Please report how many lines in the records below contain the word "Keep", giving only that number.

Exercise materials:
- Opening Delimiter -

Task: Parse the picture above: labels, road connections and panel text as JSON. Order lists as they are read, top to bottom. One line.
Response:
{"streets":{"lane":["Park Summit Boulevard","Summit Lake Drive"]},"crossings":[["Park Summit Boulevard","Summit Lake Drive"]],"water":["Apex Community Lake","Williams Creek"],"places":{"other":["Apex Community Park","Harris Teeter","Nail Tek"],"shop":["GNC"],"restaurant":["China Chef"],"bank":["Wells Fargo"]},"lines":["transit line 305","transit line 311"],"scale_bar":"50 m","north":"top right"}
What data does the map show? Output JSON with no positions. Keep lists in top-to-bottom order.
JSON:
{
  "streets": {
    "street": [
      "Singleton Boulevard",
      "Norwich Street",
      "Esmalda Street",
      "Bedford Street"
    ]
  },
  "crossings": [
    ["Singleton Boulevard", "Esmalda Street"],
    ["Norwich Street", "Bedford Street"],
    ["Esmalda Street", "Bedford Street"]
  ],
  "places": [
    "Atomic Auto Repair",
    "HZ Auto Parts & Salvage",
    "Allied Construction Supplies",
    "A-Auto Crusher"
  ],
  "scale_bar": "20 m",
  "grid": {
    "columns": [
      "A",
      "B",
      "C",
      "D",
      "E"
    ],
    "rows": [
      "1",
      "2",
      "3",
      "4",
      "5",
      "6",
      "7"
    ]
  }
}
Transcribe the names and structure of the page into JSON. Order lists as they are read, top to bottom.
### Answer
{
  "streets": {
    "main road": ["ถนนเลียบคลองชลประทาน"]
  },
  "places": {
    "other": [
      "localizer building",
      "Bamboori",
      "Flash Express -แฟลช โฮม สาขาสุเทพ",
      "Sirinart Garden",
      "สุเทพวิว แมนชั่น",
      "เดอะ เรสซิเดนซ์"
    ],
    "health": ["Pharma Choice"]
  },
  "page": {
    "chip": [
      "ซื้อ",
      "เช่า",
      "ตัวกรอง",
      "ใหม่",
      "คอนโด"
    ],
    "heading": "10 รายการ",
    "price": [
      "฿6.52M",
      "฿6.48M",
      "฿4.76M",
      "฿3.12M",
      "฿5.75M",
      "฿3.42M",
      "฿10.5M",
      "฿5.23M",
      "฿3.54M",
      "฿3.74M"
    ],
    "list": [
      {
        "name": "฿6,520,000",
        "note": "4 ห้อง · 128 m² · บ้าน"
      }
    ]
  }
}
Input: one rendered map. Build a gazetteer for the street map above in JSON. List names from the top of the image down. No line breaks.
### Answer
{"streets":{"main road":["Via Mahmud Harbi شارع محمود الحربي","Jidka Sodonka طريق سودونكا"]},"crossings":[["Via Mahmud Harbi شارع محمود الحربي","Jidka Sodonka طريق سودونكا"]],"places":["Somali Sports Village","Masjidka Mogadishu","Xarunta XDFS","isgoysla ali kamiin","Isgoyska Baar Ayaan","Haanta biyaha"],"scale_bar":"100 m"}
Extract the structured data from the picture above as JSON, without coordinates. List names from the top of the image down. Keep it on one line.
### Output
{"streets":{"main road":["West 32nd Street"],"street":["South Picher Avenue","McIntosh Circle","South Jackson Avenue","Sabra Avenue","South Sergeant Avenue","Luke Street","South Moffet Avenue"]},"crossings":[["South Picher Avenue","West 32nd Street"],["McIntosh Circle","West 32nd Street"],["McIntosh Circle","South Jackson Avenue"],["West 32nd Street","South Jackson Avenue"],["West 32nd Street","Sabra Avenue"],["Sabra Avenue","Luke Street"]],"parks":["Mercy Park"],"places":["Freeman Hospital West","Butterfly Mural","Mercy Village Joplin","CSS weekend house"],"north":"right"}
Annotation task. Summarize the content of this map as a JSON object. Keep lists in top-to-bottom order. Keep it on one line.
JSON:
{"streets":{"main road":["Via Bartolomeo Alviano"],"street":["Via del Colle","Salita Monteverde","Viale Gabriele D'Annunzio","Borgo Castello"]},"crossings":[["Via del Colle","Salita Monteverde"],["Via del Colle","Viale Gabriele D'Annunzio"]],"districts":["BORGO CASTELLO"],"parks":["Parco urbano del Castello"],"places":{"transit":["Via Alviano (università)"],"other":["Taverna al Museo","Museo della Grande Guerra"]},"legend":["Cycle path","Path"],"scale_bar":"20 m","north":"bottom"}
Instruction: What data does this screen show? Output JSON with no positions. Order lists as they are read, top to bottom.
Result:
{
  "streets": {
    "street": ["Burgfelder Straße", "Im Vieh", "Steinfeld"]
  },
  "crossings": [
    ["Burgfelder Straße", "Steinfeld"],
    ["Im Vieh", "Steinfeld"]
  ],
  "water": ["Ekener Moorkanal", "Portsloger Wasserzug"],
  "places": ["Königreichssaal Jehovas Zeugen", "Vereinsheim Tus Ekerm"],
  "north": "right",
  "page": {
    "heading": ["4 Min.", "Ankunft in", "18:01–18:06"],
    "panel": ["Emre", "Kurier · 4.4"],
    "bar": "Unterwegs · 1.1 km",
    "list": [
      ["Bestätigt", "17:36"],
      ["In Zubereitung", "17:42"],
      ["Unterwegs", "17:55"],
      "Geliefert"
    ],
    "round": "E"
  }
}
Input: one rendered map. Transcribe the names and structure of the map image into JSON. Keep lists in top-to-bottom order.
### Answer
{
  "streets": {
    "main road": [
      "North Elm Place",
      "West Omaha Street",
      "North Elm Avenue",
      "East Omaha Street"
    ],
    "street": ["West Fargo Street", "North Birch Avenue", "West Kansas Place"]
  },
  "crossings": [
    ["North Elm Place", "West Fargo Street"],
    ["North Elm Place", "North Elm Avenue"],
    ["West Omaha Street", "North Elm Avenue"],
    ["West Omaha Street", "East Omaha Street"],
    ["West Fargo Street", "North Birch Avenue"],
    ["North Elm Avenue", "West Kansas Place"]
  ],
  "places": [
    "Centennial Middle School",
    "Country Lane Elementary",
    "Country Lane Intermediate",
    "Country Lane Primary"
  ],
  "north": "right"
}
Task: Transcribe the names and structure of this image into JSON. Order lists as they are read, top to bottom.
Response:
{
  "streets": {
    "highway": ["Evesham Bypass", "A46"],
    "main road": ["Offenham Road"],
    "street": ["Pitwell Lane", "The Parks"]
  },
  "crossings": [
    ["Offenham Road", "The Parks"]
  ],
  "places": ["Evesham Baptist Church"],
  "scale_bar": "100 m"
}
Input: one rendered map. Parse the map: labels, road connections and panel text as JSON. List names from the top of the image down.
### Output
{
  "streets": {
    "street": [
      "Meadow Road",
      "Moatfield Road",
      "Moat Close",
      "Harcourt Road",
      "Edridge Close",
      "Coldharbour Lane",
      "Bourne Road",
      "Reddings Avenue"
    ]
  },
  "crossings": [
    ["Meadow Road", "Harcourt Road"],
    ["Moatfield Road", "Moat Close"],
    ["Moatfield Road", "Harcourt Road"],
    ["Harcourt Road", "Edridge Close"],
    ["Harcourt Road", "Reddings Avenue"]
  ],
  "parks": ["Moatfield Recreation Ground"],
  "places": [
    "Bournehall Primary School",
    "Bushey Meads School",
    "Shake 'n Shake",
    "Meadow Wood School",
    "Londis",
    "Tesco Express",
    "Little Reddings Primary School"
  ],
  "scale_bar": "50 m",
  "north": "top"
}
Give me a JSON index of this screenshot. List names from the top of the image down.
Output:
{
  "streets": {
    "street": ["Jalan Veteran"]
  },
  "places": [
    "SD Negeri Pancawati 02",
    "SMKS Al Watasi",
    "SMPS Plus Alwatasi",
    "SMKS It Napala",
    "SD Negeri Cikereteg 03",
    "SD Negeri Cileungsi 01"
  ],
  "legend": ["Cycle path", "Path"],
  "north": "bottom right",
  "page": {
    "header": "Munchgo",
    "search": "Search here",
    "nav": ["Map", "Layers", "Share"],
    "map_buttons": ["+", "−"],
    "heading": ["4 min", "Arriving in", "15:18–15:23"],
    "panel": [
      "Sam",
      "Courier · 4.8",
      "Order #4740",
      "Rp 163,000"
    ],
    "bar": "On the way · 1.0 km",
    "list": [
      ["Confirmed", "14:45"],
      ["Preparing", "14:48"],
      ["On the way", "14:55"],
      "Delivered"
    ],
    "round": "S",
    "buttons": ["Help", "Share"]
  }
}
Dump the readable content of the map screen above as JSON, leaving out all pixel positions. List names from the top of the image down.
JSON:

- Closing Delimiter -

Result below: 4